The pick-up in global confidence has not so far been matched by an improvement in the capital expenditure and employment indices, which have remained downbeat. Half of firms are still either cutting or freezing employment, while only 13% are increasing investment in staff.

Firms scale back capital projects

Only 16% of businesses reported that they are increasing investment in capital projects, compared with 41% that said they are reducing investment. In every region there are far more firms scaling back investment than increasing it, but the gap was smallest in the US and Western Europe.

Different investment intentions

There was also a notable difference between the investment intentions of SMEs, 38% of which said they are scaling back investment, compared with 43% reported by large firms. Large firms tend to rely more on overseas demand than SMEs, and are therefore likely to have been hit harder by the downturn in global trade.
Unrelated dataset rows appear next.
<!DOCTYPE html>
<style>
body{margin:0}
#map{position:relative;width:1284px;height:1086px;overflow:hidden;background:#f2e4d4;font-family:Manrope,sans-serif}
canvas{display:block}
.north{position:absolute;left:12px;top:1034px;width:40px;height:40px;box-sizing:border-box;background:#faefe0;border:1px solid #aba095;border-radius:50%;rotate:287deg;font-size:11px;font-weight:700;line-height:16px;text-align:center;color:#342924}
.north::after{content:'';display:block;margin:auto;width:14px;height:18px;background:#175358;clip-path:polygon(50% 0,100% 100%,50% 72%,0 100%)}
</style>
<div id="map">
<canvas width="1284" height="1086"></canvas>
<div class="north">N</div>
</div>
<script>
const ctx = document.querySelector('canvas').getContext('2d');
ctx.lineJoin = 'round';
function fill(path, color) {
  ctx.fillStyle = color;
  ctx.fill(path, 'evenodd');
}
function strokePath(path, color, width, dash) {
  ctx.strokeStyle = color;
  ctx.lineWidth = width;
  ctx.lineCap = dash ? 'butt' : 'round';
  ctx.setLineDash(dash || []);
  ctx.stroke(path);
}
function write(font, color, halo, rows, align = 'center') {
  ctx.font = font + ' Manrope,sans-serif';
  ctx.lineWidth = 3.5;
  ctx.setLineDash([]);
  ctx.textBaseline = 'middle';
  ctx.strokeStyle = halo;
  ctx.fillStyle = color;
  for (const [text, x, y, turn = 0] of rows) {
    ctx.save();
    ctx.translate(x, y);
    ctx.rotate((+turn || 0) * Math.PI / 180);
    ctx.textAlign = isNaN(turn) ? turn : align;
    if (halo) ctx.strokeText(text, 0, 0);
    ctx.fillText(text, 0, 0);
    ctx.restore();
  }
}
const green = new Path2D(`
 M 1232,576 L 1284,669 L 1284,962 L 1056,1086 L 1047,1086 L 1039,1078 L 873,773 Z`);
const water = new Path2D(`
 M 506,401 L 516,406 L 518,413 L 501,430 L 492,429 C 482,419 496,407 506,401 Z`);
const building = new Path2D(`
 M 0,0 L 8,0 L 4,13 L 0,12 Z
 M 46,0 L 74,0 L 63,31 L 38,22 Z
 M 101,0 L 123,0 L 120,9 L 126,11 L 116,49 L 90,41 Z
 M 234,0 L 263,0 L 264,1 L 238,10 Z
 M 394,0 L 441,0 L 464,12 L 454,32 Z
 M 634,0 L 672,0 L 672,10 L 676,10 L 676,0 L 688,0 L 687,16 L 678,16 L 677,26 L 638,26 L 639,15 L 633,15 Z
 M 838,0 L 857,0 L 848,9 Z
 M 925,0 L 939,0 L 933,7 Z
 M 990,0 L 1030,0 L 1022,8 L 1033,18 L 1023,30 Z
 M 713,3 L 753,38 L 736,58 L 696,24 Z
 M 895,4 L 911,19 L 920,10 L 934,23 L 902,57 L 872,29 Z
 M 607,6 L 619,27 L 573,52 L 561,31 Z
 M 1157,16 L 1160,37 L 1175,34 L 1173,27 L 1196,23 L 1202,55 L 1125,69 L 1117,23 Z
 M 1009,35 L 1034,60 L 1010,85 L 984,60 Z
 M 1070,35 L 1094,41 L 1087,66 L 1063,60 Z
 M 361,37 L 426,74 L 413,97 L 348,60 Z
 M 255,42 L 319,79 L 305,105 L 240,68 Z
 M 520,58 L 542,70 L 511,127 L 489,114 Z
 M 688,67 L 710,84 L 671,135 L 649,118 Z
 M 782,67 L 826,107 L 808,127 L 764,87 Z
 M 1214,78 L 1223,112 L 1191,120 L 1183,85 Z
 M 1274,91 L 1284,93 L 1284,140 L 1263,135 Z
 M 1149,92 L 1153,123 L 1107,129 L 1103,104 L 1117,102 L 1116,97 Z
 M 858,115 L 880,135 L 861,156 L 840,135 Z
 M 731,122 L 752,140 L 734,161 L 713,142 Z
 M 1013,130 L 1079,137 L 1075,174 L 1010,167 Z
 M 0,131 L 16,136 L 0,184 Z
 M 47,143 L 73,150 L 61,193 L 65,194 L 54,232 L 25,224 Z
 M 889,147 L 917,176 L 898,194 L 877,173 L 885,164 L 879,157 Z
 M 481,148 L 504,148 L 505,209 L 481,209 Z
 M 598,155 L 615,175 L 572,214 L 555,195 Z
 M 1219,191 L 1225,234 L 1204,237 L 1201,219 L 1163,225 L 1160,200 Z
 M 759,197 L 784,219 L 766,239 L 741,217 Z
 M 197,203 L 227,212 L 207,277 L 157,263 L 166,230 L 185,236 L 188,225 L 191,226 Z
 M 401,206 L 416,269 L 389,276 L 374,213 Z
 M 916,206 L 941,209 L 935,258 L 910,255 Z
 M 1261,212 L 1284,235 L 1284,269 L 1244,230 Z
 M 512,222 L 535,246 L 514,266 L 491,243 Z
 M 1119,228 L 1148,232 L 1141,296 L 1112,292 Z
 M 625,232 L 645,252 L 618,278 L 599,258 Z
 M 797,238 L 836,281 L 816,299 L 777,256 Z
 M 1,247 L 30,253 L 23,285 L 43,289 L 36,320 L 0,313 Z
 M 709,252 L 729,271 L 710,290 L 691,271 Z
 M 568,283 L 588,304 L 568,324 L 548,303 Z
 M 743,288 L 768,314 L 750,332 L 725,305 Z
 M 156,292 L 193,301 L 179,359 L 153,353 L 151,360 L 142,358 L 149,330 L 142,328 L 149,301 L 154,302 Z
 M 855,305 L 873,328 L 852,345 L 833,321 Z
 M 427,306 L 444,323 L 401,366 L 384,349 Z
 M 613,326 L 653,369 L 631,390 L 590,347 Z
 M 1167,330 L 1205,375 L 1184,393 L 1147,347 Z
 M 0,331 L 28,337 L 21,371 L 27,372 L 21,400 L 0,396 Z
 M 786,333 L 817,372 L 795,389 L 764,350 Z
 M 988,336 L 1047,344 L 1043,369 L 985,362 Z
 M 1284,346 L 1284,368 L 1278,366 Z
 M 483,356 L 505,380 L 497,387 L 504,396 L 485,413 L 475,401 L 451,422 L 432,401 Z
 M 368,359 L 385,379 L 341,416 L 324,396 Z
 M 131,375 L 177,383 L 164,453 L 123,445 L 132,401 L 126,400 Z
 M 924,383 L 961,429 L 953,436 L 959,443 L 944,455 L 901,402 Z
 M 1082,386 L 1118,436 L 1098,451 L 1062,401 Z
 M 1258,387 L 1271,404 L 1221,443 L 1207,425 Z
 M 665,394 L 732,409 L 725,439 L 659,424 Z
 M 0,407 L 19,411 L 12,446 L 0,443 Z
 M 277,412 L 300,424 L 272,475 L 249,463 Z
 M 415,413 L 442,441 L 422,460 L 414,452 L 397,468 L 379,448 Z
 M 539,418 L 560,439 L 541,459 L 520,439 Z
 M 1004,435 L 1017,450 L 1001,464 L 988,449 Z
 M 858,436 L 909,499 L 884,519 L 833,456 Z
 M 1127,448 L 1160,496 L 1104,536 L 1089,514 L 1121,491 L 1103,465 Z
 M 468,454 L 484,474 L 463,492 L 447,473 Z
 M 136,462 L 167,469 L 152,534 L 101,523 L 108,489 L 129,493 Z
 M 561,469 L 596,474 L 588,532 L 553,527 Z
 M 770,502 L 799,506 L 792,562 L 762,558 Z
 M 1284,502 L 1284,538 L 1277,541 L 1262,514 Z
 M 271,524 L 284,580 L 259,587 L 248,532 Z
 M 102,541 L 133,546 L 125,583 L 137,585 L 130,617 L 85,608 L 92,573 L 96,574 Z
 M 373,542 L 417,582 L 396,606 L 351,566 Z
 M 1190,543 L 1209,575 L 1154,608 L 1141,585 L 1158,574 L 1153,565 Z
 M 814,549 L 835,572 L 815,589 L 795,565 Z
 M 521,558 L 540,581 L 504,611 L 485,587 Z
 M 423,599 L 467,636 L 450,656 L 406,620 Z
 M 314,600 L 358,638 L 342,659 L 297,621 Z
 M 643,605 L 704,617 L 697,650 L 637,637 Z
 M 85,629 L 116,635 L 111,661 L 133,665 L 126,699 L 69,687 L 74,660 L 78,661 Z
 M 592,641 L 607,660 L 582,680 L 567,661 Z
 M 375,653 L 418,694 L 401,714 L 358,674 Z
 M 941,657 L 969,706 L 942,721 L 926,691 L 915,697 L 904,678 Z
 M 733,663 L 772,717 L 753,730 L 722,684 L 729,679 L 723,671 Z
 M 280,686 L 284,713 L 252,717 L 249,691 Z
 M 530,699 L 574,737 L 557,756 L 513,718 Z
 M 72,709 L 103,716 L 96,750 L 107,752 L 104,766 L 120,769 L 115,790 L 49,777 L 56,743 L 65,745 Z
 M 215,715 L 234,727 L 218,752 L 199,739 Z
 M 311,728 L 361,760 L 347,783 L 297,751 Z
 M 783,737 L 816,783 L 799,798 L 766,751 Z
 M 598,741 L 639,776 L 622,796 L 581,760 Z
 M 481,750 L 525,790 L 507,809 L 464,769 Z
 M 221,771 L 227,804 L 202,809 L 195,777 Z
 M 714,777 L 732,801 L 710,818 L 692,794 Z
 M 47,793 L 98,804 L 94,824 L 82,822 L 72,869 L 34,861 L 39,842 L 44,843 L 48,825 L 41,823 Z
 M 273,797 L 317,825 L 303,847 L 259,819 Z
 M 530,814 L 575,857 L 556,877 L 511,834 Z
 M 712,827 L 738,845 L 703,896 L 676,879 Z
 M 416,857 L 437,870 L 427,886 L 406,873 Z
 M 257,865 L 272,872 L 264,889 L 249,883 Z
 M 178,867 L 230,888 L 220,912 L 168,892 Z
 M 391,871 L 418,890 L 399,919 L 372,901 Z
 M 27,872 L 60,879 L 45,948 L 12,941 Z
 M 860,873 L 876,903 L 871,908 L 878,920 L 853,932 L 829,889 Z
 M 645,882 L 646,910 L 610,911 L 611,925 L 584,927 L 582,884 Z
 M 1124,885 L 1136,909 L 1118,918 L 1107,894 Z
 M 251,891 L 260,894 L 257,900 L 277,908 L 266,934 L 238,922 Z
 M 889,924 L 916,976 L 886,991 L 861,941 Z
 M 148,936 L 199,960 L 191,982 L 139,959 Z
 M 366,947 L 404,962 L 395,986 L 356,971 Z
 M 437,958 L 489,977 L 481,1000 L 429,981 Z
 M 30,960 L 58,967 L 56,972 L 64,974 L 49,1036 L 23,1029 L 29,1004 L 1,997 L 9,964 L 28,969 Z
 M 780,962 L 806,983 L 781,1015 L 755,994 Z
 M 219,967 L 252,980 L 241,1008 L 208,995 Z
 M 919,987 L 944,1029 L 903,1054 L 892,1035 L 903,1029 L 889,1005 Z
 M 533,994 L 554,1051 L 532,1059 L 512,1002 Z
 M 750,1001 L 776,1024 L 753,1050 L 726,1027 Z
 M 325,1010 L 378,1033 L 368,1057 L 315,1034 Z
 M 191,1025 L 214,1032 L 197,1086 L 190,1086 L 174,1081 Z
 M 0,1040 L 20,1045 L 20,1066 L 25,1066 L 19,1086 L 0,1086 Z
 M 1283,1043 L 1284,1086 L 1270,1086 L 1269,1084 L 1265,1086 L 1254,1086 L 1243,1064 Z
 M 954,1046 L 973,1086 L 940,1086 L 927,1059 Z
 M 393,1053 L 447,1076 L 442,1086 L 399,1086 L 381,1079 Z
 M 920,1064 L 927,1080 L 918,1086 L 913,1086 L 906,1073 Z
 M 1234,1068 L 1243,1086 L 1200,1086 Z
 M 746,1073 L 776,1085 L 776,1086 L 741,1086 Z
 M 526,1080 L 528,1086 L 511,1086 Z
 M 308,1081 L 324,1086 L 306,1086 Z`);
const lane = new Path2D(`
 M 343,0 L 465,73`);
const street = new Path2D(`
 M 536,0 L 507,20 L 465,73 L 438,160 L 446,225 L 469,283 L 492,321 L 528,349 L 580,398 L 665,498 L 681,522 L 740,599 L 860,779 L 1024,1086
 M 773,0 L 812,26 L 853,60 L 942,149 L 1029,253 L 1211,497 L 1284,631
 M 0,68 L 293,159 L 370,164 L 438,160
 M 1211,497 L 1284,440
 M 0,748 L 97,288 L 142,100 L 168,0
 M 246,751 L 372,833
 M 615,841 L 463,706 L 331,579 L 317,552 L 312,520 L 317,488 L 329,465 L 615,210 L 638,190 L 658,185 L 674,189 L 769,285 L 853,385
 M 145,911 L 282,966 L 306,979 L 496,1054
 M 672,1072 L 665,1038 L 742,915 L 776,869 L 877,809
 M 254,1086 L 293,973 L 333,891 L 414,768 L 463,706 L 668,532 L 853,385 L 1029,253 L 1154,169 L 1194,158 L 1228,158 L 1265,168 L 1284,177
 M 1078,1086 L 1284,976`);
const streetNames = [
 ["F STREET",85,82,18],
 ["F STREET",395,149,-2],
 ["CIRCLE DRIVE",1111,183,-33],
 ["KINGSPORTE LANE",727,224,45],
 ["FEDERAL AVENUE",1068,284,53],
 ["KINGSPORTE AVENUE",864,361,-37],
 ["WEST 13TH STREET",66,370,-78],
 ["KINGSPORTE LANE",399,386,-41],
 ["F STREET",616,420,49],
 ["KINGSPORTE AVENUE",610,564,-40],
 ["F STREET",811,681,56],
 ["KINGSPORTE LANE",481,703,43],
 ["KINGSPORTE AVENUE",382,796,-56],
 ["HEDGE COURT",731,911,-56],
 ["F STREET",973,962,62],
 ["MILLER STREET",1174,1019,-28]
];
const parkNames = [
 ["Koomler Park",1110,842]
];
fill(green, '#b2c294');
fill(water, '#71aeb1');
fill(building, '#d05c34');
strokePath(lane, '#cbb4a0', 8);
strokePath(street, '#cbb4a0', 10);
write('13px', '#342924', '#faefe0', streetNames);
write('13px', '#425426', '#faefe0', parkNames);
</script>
Graph showing reluctance to invest by region. Africa is the region scaling back investment in capital projects the most. Graph showing reluctance to invest by region. Africa is the region scaling back investment in capital projects the most.

Firms to explore cost cutting

Despite 39% of businesses saying that rising costs were a problem in Q2, 49% of firms said that they saw an opportunity to explore cutting costs. This is not surprising, after all, the latest recovery in commodity prices has still left them well below the highs of a couple of years ago, and the global inflationary environment remains very weak.